LakieR-LOVE perełki


Dzisiaj postanowiłam podzielić się moimi ulubionymi kolorami. I jest to na tyle niezwykłe, że nie przepadam za lakierami z Kiko oraz Inglota. A o nich będzie mowa. Warto czasem przełamać swoja rogatą duszę :D


Prezentację rozpoczyna Kiko Sugar Mat Strawberry Pink & Sea Blue


Moja fascynacja lakierami z piaskowym wykończeniem zaczęła się od Kiko serii Sugar Mat oraz Zoya Pixie Dust. Pierwsze kolory: Kiko Sugar Mat 646 Black & Zoya Pixie Dust Chyna Wtedy jeszcze nie wiedziałam, czy zwiąże się z nimi na stałe ;) i dokupiłam kolejne dwa z Kiko, które chcę pokazać dzisiaj. W międzyczasie przepadłam jeszcze dla OPI Alcatraz...Rocks i jak na razie ta skromna gromadka zaspokaja moje potrzeby. Może z czasem dokupię jeszcze coś nowego z oferty Zoya, ponieważ Sugar Mat niebawem dobije dna. Tak, to były/są lakiery które noszę dość często. Nie są idealne, lecz wyróżniają się pośród innych marek kolorem. Strawberry Pink jest przyjemniejszy w obsłudze, niby dwa kolory z jednej serii ale Sea Blue posiada mało sprężysty pędzelek a lakiery z czasem nieco gęstnieją. Dlatego też aplikacja nie zawsze bywa bezproblemowa.


Piaski lubi się, albo nie. Mnie taki rodzaj wykończenia „kupuje” i nie zamierzam z nich rezygnować.

Inglot to temat rzeka, część oferty wywołuje u mnie natychmiastowy okrzyk na nie, a niektóre produkty oswoiłam dzięki kosmetykom wspomagającym. Z lakierami nie było mi po drodze, do czasu. W zeszłym roku kupiłam jedną sztukę z serii O2M #678, przypominający jagodowy koktajl. 



Bardzo lubię takie odcienie, sinofioletowe tony w zimnej tonacji, które pokazały wiele twarzy w zależności od światła. Bardzo chwalę sobie tę sztukę. 

Wygodny pędzelek, udana formuła lakieru, szybki czas schnięcia. Na zdjęciach użyty tradycyjnie z Seche Vite, choć nosiłam go bez niego.

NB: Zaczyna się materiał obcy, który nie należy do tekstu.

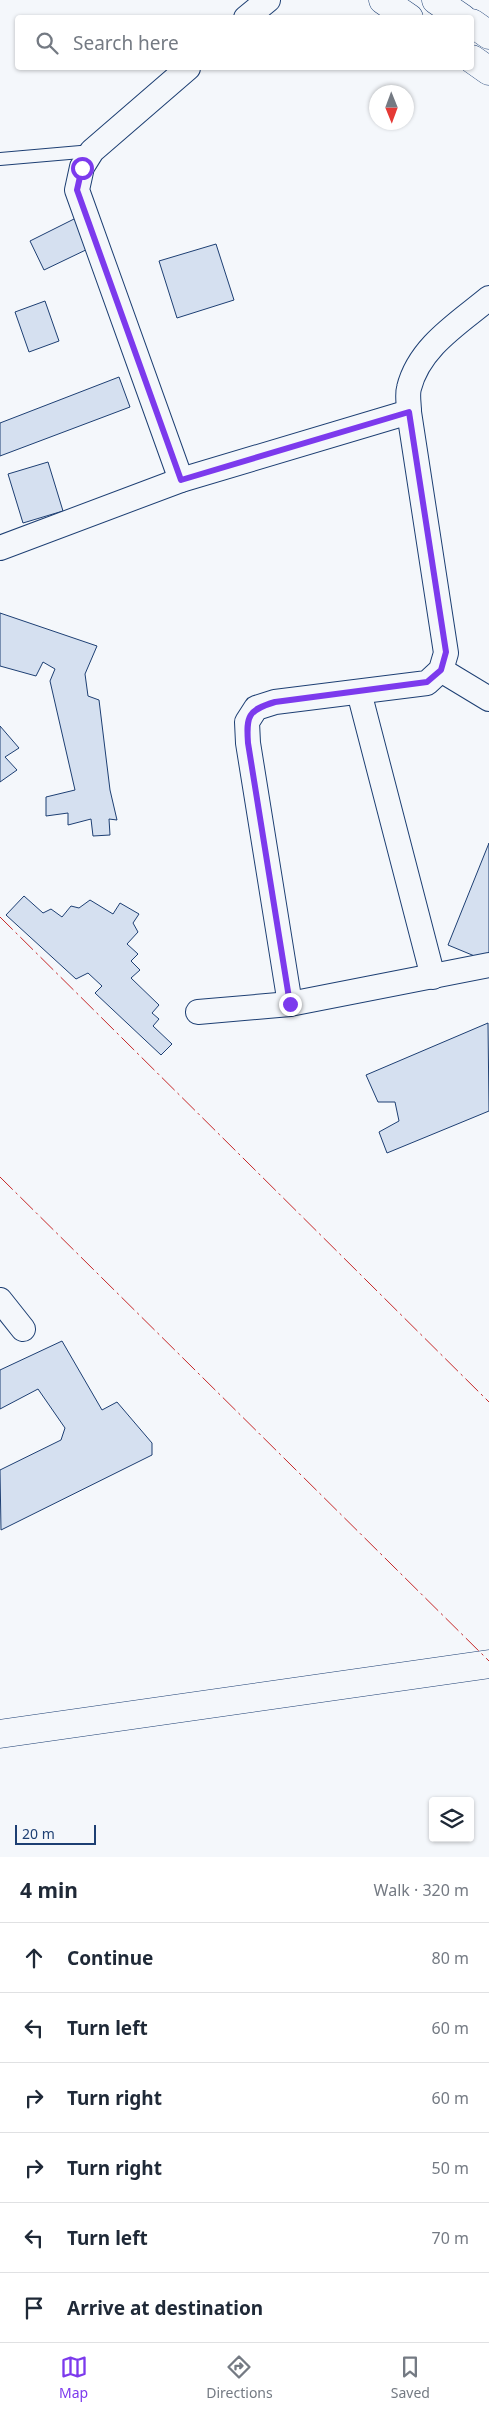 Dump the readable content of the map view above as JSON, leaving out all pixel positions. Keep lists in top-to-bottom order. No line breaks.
{"scale_bar":"20 m","north":"bottom","page":{"search":"Search here","scale":"20 m","heading":["4 min","Walk · 320 m"],"list":[["Continue","80 m"],["Turn left","60 m"],["Turn right","60 m"],["Turn right","50 m"],["Turn left","70 m"],"Arrive at destination"],"nav":["Map","Directions","Saved"]}} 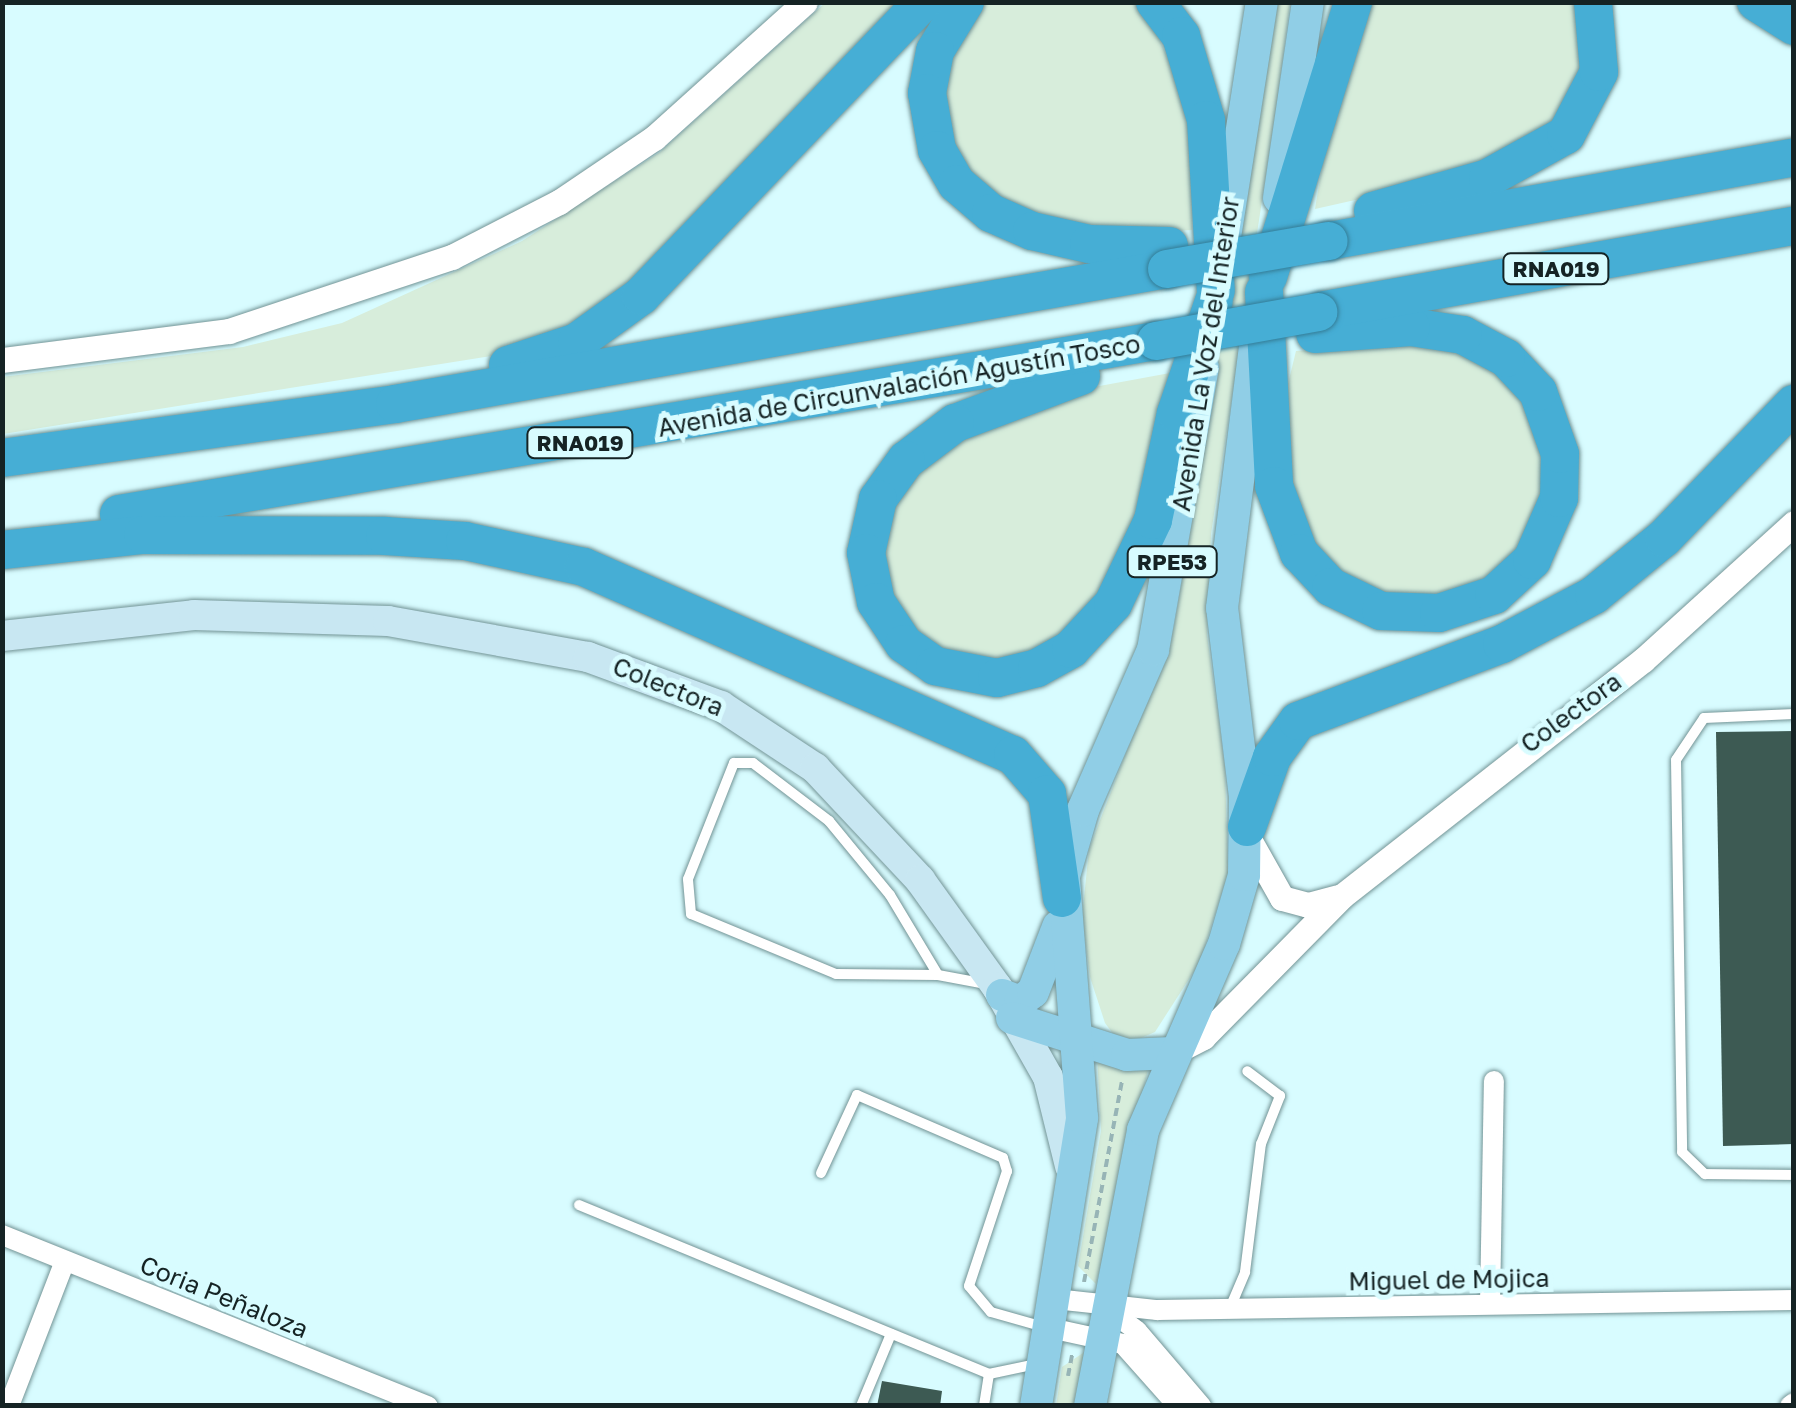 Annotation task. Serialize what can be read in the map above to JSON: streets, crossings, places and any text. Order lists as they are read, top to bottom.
{
  "streets": {
    "highway": ["RNA019", "Avenida de Circunvalación Agustín Tosco"],
    "main road": ["Avenida La Voz del Interior", "RPE53", "Colectora"],
    "street": ["Miguel de Mojica", "Coria Peñaloza"]
  },
  "crossings": [
    ["Avenida La Voz del Interior", "Avenida de Circunvalación Agustín Tosco"],
    ["Avenida La Voz del Interior", "Colectora"],
    ["Avenida La Voz del Interior", "Miguel de Mojica"]
  ]
} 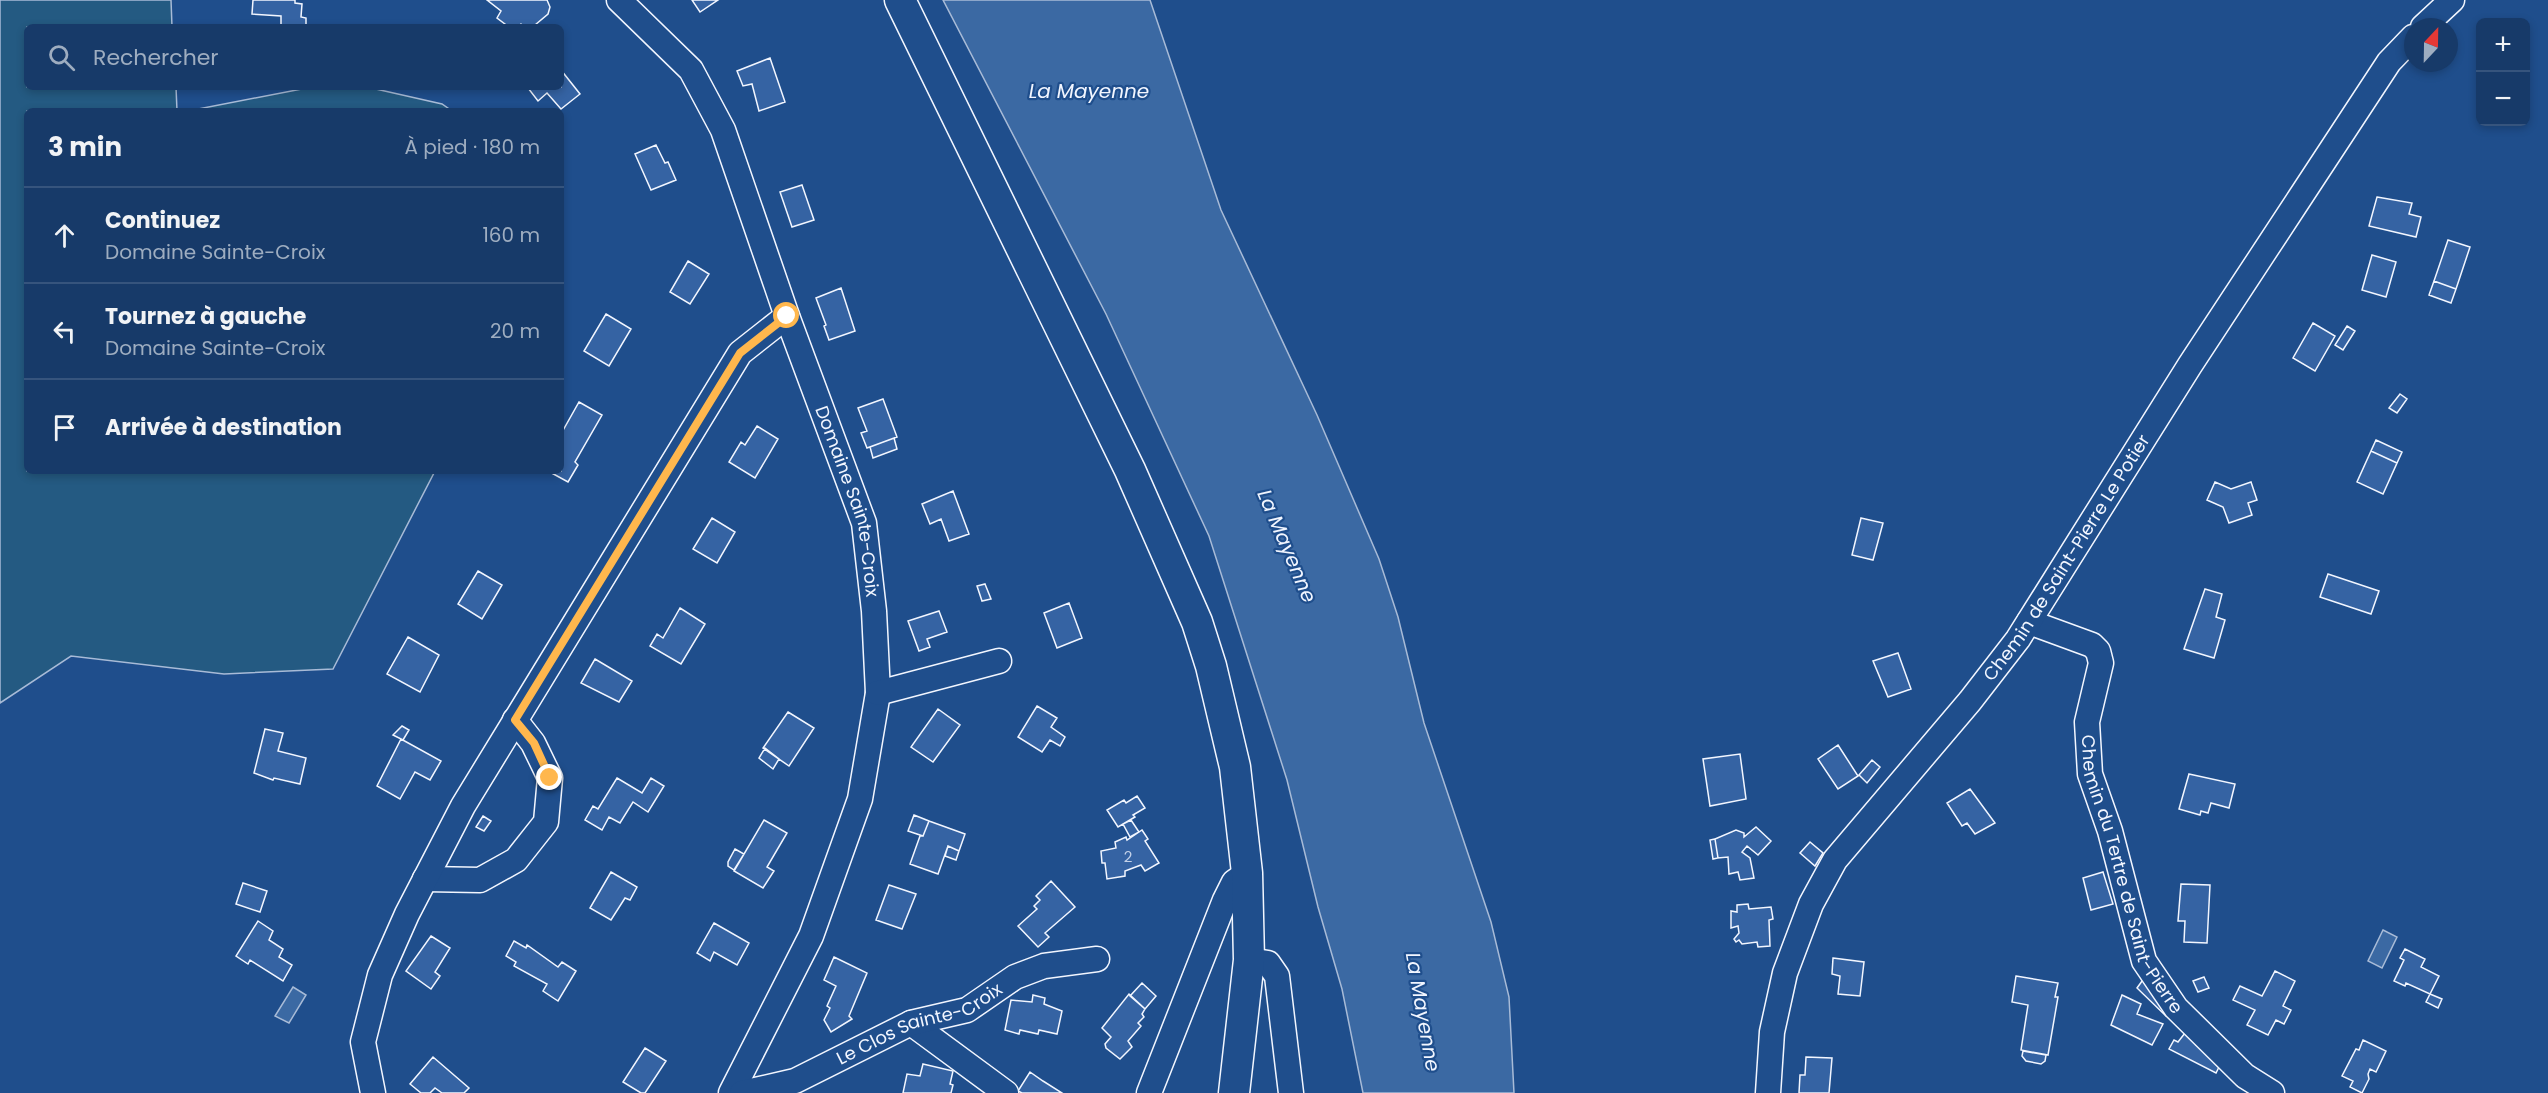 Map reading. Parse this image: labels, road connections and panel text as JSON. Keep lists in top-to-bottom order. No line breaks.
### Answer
{"streets":{"street":["Domaine Sainte-Croix","Chemin de Saint-Pierre Le Potier","Chemin du Tertre de Saint-Pierre","Le Clos Sainte-Croix"]},"crossings":[["Chemin de Saint-Pierre Le Potier","Chemin du Tertre de Saint-Pierre"]],"water":["La Mayenne"],"house_numbers":["2"],"north":"top","page":{"map_buttons":["+","−"],"search":"Rechercher","heading":["3 min","À pied · 180 m"],"list":[["Continuez","Domaine Sainte-Croix","160 m"],["Tournez à gauche","Domaine Sainte-Croix","20 m"],"Arrivée à destination"]}}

Mam ochotę na jeszcze jeden kolor z tej serii, ktoś poleci coś w stylu vampy lub czegoś optymistycznego? :)

Macie godne polecenia lakieR-LOVE perełki? Dajcie znać :)

Pozdrawiam :)



Brak komentarzy:

Prześlij komentarz

Entuzjastka świadomej i skutecznej pielęgnacji. Działająca niekomercyjne i hobbystycznie. Jest to jedna z moich stref relaksu :) Poznaj mój świat określany przez potrzeby skóry/rosacea w remisji. Od dawna nie gonię kosmetycznego króliczka, nie testuję TYLKO sprawdzam i
dopasowuję poszczególne elementy, by całość była spójna.
1001 Pasji, to wiele stron jednej kobiety <3
#freefromPR

Dziękuję za wszystkie Wasze komentarze, każdy z nich sprawia że TO miejsce ożywa dzięki WAM!
Jeżeli jeśli chcesz zaprosić mnie na swoją stronę, nie wklejaj linków w komentarzach. W wolnej chwili zajrzę z chęcią do Ciebie :)
Zastrzegam sobie prawo do usunięcia reklamowych postów, które zostaną zamieszczone bez mojej zgody.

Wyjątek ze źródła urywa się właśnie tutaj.